◆ PROBLEM STATEMENT
Go line by line through the entries below and count those containing the string "lines"; give only the count.

◆ PROVIDED INFORMATION
——

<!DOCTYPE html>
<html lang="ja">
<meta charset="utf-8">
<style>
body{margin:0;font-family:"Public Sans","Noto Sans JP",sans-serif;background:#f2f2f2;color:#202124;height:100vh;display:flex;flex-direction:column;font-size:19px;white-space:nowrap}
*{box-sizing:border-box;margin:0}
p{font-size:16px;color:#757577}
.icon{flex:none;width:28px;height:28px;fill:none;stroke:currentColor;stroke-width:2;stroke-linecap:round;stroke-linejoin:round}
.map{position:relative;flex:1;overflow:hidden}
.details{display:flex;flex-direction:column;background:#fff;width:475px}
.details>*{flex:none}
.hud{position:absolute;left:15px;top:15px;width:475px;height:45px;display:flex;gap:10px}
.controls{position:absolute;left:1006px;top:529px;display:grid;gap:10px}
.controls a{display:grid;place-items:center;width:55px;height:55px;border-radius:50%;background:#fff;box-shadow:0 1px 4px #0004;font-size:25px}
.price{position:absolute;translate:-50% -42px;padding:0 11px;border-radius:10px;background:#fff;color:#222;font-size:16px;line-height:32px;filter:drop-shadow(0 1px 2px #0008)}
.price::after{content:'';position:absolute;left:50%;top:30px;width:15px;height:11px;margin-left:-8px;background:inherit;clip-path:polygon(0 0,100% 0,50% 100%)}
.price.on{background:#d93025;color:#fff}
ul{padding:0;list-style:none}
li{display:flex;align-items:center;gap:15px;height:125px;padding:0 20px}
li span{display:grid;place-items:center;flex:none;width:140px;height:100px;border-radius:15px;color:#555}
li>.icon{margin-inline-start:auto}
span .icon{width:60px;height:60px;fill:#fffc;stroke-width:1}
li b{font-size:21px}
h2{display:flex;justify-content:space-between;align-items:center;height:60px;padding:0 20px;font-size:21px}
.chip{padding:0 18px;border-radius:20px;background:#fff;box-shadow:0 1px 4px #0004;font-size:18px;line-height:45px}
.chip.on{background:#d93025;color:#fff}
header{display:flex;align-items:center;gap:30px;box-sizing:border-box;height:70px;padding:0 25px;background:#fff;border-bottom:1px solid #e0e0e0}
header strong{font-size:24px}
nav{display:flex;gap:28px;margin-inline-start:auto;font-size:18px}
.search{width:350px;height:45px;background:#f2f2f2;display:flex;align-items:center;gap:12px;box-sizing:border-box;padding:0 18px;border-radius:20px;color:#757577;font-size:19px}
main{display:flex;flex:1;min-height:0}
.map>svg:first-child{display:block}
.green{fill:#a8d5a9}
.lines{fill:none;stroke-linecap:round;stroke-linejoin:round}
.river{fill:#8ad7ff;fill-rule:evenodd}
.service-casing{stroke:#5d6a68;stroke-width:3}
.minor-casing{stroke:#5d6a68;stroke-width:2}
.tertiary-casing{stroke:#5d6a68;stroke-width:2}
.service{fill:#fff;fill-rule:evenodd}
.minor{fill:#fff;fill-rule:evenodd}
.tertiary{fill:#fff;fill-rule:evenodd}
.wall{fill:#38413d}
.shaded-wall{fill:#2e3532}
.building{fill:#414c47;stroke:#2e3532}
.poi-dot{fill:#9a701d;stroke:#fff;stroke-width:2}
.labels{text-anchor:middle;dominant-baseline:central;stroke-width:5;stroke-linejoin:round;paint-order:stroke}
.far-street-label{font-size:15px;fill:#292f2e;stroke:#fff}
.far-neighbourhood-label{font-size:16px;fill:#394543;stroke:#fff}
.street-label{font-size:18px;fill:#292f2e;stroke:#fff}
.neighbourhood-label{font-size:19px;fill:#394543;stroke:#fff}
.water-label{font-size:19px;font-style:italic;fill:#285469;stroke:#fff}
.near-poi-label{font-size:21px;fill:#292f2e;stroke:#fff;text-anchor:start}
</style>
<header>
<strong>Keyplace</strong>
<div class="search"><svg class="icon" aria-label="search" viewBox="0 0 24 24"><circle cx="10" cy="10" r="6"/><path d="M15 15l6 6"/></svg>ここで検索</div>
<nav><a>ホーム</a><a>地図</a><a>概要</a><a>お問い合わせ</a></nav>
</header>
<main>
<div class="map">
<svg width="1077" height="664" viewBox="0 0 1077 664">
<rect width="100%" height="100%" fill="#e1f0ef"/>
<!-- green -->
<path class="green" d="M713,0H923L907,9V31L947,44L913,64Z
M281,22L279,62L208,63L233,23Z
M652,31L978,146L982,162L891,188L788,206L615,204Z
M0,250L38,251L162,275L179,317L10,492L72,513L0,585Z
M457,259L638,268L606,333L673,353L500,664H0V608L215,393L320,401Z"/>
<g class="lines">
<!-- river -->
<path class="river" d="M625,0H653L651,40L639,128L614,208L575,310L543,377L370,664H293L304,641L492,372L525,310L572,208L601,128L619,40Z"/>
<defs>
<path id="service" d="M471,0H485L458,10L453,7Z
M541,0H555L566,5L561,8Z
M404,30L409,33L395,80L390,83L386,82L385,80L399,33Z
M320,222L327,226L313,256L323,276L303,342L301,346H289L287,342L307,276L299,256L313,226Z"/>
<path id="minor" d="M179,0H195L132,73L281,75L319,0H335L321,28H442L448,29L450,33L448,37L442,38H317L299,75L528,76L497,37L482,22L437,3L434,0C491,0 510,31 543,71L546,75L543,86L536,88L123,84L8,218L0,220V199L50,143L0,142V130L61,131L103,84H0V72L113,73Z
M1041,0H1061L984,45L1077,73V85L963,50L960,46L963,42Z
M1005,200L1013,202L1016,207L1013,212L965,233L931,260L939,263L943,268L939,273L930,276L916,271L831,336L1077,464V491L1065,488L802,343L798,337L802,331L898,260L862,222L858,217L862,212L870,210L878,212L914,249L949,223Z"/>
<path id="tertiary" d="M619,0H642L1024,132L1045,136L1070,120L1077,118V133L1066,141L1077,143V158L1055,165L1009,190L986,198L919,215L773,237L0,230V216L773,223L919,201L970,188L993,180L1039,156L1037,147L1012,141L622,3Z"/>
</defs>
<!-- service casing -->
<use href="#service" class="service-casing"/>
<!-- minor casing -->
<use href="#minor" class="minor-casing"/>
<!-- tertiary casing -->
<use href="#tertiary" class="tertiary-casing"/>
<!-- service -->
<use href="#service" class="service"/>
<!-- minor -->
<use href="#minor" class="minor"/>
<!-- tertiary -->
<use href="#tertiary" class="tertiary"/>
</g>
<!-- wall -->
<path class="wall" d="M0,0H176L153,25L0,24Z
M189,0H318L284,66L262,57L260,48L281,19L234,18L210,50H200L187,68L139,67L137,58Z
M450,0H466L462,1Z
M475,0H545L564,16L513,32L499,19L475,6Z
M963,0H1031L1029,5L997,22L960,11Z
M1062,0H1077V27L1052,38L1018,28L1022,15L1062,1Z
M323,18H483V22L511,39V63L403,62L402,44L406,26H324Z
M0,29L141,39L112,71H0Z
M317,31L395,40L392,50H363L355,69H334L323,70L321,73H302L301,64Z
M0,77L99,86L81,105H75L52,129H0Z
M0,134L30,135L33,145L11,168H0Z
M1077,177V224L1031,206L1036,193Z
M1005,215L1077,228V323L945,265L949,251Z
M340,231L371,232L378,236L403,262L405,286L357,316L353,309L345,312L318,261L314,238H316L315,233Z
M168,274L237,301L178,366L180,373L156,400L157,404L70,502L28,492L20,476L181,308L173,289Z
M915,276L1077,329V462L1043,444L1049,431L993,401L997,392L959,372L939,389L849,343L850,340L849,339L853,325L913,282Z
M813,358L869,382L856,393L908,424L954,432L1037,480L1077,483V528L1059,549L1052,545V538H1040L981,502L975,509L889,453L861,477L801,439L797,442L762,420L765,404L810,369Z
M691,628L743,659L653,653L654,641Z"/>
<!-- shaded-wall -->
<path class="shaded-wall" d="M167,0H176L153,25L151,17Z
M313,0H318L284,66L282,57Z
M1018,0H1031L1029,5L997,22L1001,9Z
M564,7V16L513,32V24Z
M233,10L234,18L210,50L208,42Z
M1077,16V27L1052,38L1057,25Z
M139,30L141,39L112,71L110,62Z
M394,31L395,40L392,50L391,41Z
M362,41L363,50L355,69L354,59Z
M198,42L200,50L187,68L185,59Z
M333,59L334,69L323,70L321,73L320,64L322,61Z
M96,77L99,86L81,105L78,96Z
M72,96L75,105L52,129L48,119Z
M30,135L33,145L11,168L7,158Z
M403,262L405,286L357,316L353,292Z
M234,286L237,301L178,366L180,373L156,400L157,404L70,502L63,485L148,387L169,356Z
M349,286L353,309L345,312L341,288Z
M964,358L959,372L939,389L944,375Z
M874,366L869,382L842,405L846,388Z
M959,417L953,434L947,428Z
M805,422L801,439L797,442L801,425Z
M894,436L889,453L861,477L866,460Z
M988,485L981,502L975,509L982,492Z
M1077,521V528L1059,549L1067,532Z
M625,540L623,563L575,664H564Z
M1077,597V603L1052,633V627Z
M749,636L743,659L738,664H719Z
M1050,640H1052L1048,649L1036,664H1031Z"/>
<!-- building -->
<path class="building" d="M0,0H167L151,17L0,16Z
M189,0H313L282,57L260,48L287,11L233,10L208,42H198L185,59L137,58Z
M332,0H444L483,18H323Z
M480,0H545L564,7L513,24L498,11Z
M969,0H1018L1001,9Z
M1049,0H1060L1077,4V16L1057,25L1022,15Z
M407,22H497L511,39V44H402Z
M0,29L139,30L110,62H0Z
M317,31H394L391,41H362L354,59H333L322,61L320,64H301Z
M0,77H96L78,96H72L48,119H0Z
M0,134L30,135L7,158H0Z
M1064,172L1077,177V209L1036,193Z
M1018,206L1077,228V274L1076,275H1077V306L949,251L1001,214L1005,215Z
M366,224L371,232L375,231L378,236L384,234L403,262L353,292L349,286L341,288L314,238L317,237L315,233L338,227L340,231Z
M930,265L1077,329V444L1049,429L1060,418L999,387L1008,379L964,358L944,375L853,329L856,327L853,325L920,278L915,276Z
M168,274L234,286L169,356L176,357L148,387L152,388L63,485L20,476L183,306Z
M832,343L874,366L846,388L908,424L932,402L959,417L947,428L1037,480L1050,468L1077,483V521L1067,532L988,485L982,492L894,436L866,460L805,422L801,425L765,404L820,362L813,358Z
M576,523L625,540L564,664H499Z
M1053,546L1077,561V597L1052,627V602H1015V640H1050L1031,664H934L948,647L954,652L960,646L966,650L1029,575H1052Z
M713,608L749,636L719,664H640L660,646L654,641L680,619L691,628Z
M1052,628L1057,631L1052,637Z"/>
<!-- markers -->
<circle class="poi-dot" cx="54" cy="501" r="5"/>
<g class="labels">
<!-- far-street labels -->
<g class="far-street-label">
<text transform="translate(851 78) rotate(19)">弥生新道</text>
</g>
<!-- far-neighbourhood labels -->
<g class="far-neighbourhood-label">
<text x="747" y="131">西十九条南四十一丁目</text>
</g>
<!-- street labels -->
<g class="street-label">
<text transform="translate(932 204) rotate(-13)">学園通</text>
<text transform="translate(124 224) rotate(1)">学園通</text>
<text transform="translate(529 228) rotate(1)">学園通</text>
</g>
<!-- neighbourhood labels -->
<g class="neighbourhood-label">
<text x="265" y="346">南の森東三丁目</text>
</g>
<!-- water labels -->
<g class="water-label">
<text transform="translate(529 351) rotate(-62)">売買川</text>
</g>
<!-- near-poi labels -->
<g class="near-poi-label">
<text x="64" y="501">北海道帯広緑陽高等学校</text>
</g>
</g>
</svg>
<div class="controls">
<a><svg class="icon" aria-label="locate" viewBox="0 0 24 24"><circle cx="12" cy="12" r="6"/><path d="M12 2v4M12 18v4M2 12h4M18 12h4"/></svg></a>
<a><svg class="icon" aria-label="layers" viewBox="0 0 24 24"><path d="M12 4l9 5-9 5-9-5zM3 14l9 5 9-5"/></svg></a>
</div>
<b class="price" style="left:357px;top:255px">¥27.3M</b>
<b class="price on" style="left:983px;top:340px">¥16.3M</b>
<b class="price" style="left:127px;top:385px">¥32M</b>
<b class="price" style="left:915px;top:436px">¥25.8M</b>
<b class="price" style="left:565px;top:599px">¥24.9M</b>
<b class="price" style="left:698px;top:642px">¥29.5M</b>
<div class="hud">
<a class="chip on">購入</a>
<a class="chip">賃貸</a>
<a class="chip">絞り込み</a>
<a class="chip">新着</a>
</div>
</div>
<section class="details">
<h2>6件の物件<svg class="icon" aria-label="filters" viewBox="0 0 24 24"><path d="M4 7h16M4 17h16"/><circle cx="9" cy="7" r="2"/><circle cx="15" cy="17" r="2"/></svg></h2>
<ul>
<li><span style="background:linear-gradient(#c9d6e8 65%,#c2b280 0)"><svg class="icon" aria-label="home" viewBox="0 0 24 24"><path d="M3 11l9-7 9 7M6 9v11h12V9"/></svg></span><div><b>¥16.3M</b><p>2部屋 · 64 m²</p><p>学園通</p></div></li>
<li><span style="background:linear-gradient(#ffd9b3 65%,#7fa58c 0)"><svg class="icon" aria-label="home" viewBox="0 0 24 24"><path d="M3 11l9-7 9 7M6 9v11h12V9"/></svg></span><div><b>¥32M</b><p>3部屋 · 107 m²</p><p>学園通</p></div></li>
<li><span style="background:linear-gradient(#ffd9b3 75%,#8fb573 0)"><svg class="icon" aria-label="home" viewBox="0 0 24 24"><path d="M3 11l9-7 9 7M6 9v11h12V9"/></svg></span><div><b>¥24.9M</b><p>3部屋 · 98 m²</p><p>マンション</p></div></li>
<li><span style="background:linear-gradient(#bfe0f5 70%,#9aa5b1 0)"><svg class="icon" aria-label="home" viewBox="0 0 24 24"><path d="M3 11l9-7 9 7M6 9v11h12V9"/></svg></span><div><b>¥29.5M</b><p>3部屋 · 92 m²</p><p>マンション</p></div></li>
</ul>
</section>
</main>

——

◆ RESULT
2